Dataset records:
>>>

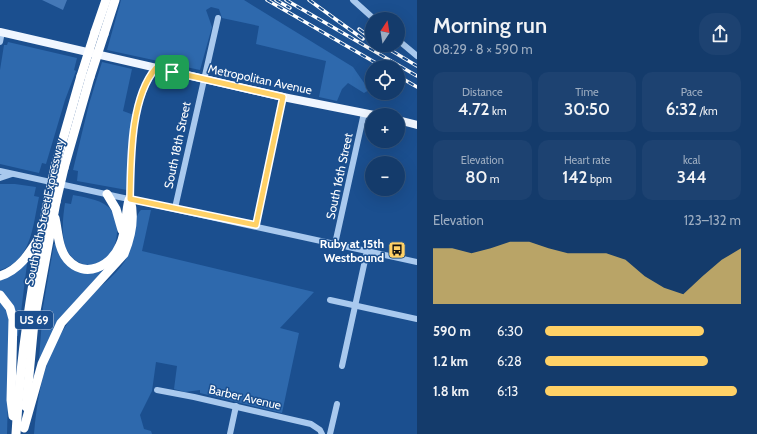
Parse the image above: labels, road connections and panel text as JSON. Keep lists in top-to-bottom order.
{
  "streets": {
    "highway": ["South 18th Street Expressway", "US 69"],
    "main road": ["Metropolitan Avenue"],
    "street": ["South 18th Street", "South 16th Street", "Barber Avenue"]
  },
  "crossings": [
    ["Metropolitan Avenue", "South 18th Street"],
    ["Metropolitan Avenue", "South 16th Street"]
  ],
  "places": {
    "bus stop": ["Ruby at 15th Westbound"]
  },
  "north": "top",
  "page": {
    "heading": ["Morning run", "08:29 · 8 × 590 m"],
    "map_buttons": ["+", "−"],
    "stats": [
      ["Distance", "4.72 km"],
      ["Time", "30:50"],
      ["Pace", "6:32 /km"],
      ["Elevation", "80 m"],
      ["Heart rate", "142 bpm"],
      ["kcal", "344"]
    ],
    "chart": ["Elevation", "123–132 m"],
    "list": [
      {
        "name": "590 m",
        "note": "6:30"
      },
      {
        "name": "1.2 km",
        "note": "6:28"
      },
      {
        "name": "1.8 km",
        "note": "6:13"
      }
    ]
  }
}
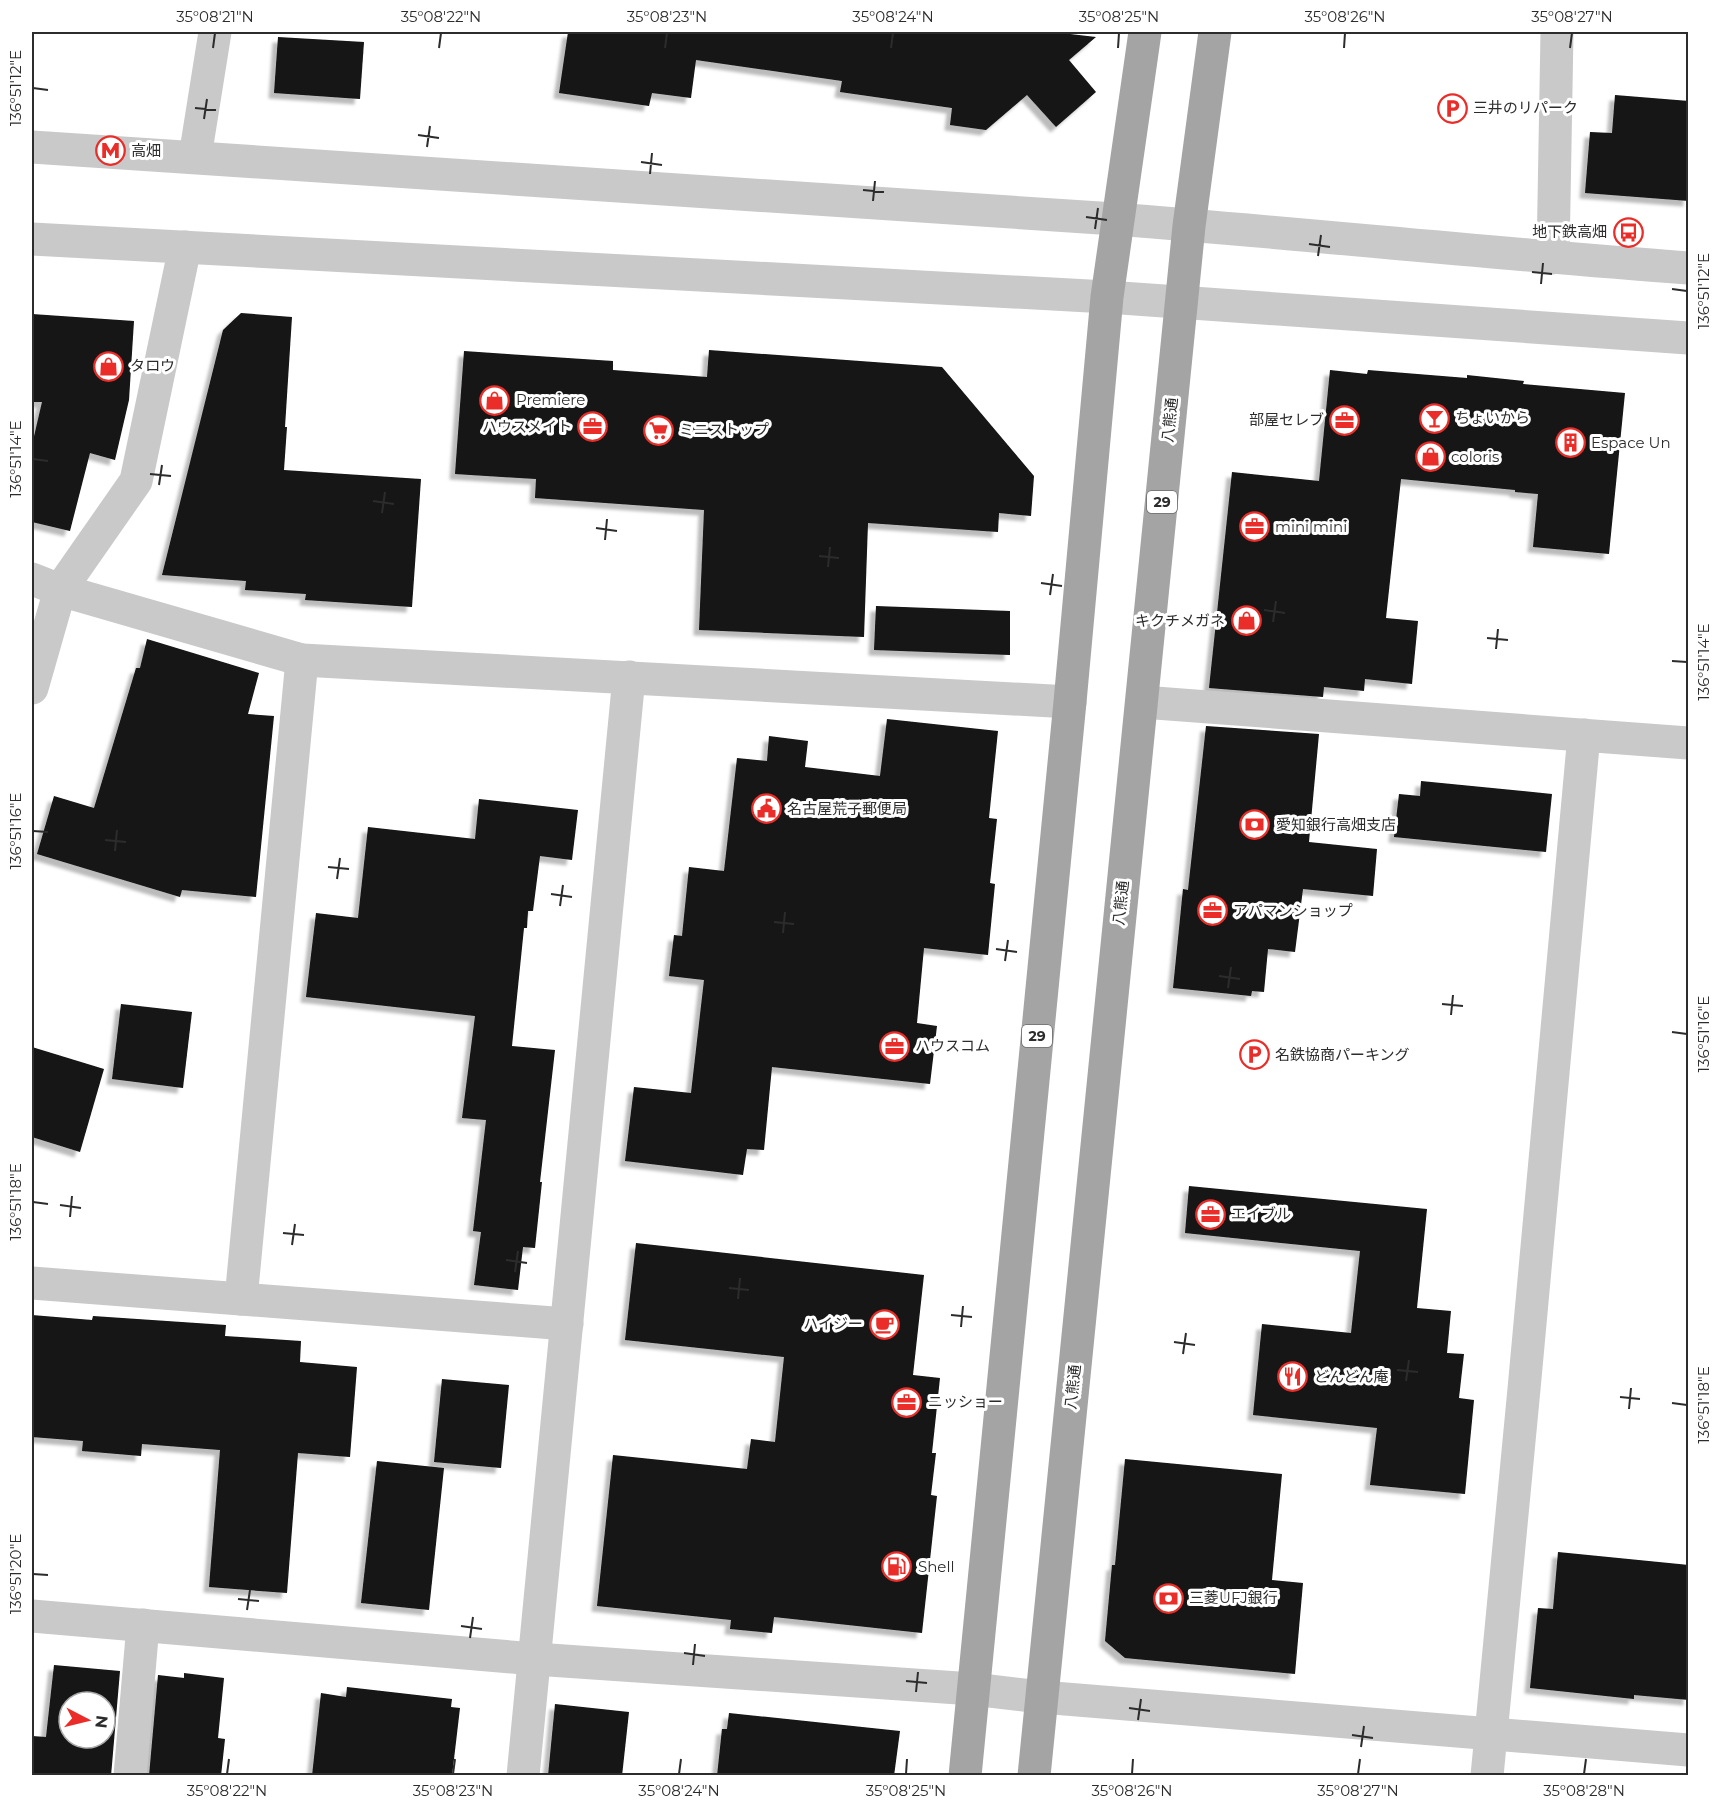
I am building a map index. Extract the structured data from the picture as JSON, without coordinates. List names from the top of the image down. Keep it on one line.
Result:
{"streets":{"main road":["八熊通","29"]},"places":{"parking":["三井のリパーク","名鉄協商パーキング"],"metro station":["高畑"],"bus stop":["地下鉄高畑"],"shop":["タロウ","Premiere","coloris","キクチメガネ"],"bar":["ちょいから"],"office":["部屋セレブ","ハウスメイト","mini mini","アパマンショップ","ハウスコム","エイブル","ニッショー"],"supermarket":["ミニストップ"],"building":["Espace Un"],"public building":["名古屋荒子郵便局"],"bank":["愛知銀行高畑支店","三菱UFJ銀行"],"cafe":["ハイジー"],"restaurant":["どんどん庵"],"fuel station":["Shell"]},"north":"right","coordinates":["35°08'21\"N","35°08'22\"N","35°08'23\"N","35°08'24\"N","35°08'25\"N","35°08'26\"N","35°08'27\"N","136°51'12\"E","136°51'14\"E","136°51'16\"E","136°51'18\"E","136°51'20\"E","35°08'28\"N"]}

<<<

Aim of the task: Restate the listing word for word and drop the pictures.

Response:
Parse the image above: labels, road connections and panel text as JSON. Keep lists in top-to-bottom order.
{
  "streets": {
    "highway": ["South 18th Street Expressway", "US 69"],
    "main road": ["Metropolitan Avenue"],
    "street": ["South 18th Street", "South 16th Street", "Barber Avenue"]
  },
  "crossings": [
    ["Metropolitan Avenue", "South 18th Street"],
    ["Metropolitan Avenue", "South 16th Street"]
  ],
  "places": {
    "bus stop": ["Ruby at 15th Westbound"]
  },
  "north": "top",
  "page": {
    "heading": ["Morning run", "08:29 · 8 × 590 m"],
    "map_buttons": ["+", "−"],
    "stats": [
      ["Distance", "4.72 km"],
      ["Time", "30:50"],
      ["Pace", "6:32 /km"],
      ["Elevation", "80 m"],
      ["Heart rate", "142 bpm"],
      ["kcal", "344"]
    ],
    "chart": ["Elevation", "123–132 m"],
    "list": [
      {
        "name": "590 m",
        "note": "6:30"
      },
      {
        "name": "1.2 km",
        "note": "6:28"
      },
      {
        "name": "1.8 km",
        "note": "6:13"
      }
    ]
  }
}
I am building a map index. Extract the structured data from the picture as JSON, without coordinates. List names from the top of the image down. Keep it on one line.
Result:
{"streets":{"main road":["八熊通","29"]},"places":{"parking":["三井のリパーク","名鉄協商パーキング"],"metro station":["高畑"],"bus stop":["地下鉄高畑"],"shop":["タロウ","Premiere","coloris","キクチメガネ"],"bar":["ちょいから"],"office":["部屋セレブ","ハウスメイト","mini mini","アパマンショップ","ハウスコム","エイブル","ニッショー"],"supermarket":["ミニストップ"],"building":["Espace Un"],"public building":["名古屋荒子郵便局"],"bank":["愛知銀行高畑支店","三菱UFJ銀行"],"cafe":["ハイジー"],"restaurant":["どんどん庵"],"fuel station":["Shell"]},"north":"right","coordinates":["35°08'21\"N","35°08'22\"N","35°08'23\"N","35°08'24\"N","35°08'25\"N","35°08'26\"N","35°08'27\"N","136°51'12\"E","136°51'14\"E","136°51'16\"E","136°51'18\"E","136°51'20\"E","35°08'28\"N"]}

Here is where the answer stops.